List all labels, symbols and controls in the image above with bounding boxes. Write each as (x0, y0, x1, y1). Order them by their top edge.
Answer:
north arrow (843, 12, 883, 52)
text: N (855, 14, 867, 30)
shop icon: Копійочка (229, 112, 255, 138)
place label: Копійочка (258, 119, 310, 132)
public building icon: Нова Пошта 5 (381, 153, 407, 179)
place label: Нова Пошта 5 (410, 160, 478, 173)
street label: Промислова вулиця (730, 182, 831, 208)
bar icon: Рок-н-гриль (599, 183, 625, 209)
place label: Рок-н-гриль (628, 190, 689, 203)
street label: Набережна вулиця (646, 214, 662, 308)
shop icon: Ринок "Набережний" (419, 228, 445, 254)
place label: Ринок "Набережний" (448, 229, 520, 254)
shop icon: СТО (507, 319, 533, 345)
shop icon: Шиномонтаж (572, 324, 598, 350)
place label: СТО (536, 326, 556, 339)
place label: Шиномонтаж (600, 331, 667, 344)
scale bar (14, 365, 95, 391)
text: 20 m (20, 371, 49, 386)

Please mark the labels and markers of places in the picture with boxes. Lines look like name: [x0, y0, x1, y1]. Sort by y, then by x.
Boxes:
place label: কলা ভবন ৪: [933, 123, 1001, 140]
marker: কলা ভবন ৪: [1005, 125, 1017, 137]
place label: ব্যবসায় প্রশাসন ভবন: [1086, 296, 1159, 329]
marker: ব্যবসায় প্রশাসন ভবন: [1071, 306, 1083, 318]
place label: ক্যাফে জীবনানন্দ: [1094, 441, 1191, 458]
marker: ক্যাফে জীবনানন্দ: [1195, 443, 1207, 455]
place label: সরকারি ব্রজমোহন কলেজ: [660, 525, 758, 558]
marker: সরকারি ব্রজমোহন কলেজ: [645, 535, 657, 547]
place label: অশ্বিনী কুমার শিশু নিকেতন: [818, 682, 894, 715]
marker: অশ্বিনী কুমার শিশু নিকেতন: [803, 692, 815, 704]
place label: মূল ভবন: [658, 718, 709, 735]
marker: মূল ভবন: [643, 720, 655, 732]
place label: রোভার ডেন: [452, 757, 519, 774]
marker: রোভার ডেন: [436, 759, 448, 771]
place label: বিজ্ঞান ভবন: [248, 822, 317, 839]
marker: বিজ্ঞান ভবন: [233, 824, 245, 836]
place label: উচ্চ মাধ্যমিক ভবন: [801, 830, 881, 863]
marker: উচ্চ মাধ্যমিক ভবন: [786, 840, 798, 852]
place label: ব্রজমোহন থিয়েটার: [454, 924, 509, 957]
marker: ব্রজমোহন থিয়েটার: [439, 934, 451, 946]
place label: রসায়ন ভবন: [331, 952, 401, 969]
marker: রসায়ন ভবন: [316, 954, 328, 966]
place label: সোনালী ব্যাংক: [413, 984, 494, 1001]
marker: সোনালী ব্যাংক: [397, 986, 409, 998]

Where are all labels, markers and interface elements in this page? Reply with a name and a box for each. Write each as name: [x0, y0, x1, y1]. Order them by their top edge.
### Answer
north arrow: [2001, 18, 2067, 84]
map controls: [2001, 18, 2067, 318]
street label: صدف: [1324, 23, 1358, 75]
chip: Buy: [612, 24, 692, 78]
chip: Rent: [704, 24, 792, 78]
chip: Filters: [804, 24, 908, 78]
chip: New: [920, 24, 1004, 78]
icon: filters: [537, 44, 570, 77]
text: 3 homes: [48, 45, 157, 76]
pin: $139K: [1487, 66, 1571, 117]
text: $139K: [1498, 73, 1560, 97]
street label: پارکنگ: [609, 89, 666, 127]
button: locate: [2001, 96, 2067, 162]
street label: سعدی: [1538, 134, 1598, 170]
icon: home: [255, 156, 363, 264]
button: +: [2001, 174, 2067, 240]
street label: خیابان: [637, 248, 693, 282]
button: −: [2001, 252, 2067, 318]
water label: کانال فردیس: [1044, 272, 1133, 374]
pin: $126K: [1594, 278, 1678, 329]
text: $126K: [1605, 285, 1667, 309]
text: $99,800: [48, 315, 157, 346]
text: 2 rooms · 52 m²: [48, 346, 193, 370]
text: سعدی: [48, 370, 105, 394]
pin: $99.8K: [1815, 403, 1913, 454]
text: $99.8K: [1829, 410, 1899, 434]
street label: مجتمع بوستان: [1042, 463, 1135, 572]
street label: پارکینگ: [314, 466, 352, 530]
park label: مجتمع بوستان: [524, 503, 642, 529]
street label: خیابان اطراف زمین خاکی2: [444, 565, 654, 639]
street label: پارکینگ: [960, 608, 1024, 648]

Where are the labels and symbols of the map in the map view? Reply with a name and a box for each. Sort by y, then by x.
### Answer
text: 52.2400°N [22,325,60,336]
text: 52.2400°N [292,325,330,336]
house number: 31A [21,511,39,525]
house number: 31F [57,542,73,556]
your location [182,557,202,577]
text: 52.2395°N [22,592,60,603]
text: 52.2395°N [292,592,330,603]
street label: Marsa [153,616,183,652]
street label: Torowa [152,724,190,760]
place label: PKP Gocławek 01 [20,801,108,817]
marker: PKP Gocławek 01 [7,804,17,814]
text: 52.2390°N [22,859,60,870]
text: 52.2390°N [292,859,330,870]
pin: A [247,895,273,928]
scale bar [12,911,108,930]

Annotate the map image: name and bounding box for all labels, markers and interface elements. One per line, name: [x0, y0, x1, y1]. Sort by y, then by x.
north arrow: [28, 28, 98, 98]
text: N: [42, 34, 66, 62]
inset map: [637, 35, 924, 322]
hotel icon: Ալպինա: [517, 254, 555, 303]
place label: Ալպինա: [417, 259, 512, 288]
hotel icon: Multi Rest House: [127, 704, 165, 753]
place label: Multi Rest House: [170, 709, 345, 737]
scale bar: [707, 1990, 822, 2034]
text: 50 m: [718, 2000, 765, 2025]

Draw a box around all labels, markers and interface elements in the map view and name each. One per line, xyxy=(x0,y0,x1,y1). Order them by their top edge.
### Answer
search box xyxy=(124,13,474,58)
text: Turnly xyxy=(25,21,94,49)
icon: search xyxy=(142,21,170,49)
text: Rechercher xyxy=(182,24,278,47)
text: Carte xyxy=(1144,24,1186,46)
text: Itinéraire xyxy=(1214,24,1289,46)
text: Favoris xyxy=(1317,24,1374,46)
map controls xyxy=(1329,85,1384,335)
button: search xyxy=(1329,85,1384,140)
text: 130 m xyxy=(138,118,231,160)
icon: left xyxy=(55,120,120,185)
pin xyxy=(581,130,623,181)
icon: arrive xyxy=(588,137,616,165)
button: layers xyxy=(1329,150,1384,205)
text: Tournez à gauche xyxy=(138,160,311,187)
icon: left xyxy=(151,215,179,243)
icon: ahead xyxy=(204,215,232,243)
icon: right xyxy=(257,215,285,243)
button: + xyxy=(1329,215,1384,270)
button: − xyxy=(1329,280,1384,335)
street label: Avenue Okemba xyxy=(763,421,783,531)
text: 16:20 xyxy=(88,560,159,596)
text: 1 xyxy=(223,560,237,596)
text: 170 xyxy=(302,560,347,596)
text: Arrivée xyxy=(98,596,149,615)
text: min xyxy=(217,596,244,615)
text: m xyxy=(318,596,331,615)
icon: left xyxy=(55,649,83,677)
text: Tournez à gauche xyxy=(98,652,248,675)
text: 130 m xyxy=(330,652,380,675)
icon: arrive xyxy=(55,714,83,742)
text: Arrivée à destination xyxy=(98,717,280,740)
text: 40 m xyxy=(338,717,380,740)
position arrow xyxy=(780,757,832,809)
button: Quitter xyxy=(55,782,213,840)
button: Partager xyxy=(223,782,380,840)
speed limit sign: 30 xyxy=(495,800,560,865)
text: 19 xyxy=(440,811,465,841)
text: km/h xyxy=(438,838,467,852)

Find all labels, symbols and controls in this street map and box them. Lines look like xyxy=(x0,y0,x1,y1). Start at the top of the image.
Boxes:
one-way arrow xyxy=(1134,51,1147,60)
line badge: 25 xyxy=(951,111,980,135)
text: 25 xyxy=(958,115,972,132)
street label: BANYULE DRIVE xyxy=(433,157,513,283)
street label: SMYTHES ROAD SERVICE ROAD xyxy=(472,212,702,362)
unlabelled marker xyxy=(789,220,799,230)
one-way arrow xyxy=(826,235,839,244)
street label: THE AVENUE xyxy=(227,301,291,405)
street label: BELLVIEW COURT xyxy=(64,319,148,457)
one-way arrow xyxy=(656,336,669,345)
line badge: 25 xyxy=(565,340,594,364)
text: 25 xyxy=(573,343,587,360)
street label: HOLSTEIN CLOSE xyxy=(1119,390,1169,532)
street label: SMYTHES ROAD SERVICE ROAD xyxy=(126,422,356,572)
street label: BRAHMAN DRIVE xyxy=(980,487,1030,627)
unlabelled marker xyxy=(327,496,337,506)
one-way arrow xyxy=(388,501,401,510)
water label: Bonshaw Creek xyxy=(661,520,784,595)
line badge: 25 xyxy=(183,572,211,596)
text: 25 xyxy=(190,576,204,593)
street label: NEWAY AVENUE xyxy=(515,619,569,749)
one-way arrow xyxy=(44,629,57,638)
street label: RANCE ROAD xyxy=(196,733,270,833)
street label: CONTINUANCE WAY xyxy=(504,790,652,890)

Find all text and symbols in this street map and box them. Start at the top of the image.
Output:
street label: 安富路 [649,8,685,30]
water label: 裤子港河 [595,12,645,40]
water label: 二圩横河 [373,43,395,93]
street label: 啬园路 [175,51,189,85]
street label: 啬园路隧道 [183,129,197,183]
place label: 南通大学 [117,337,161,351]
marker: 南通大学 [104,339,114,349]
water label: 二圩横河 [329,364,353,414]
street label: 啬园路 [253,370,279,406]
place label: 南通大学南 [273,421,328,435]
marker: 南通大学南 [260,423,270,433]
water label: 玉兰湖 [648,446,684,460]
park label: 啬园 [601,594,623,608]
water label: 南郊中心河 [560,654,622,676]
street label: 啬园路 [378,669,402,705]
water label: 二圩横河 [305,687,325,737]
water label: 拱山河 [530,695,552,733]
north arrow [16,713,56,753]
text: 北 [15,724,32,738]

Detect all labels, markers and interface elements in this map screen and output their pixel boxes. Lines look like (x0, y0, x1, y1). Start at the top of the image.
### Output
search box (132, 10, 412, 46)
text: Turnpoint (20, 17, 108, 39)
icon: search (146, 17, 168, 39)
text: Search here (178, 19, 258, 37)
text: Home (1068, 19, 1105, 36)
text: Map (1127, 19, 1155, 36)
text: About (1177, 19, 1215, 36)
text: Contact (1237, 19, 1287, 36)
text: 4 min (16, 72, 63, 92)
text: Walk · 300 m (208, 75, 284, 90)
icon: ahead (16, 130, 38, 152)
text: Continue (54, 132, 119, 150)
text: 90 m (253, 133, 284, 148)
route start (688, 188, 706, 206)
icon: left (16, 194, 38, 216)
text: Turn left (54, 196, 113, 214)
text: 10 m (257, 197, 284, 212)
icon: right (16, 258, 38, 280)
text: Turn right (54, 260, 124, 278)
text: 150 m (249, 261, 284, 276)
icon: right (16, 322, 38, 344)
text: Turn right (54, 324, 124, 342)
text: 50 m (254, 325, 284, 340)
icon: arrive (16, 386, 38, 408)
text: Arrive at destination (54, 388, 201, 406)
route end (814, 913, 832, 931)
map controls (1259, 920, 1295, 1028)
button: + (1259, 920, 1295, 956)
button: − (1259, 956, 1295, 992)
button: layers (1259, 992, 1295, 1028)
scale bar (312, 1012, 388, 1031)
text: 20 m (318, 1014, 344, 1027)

Your assignment
Lines in the listing above that hold the string "park" need counting. Please reply with the total only.

Answer for the task
2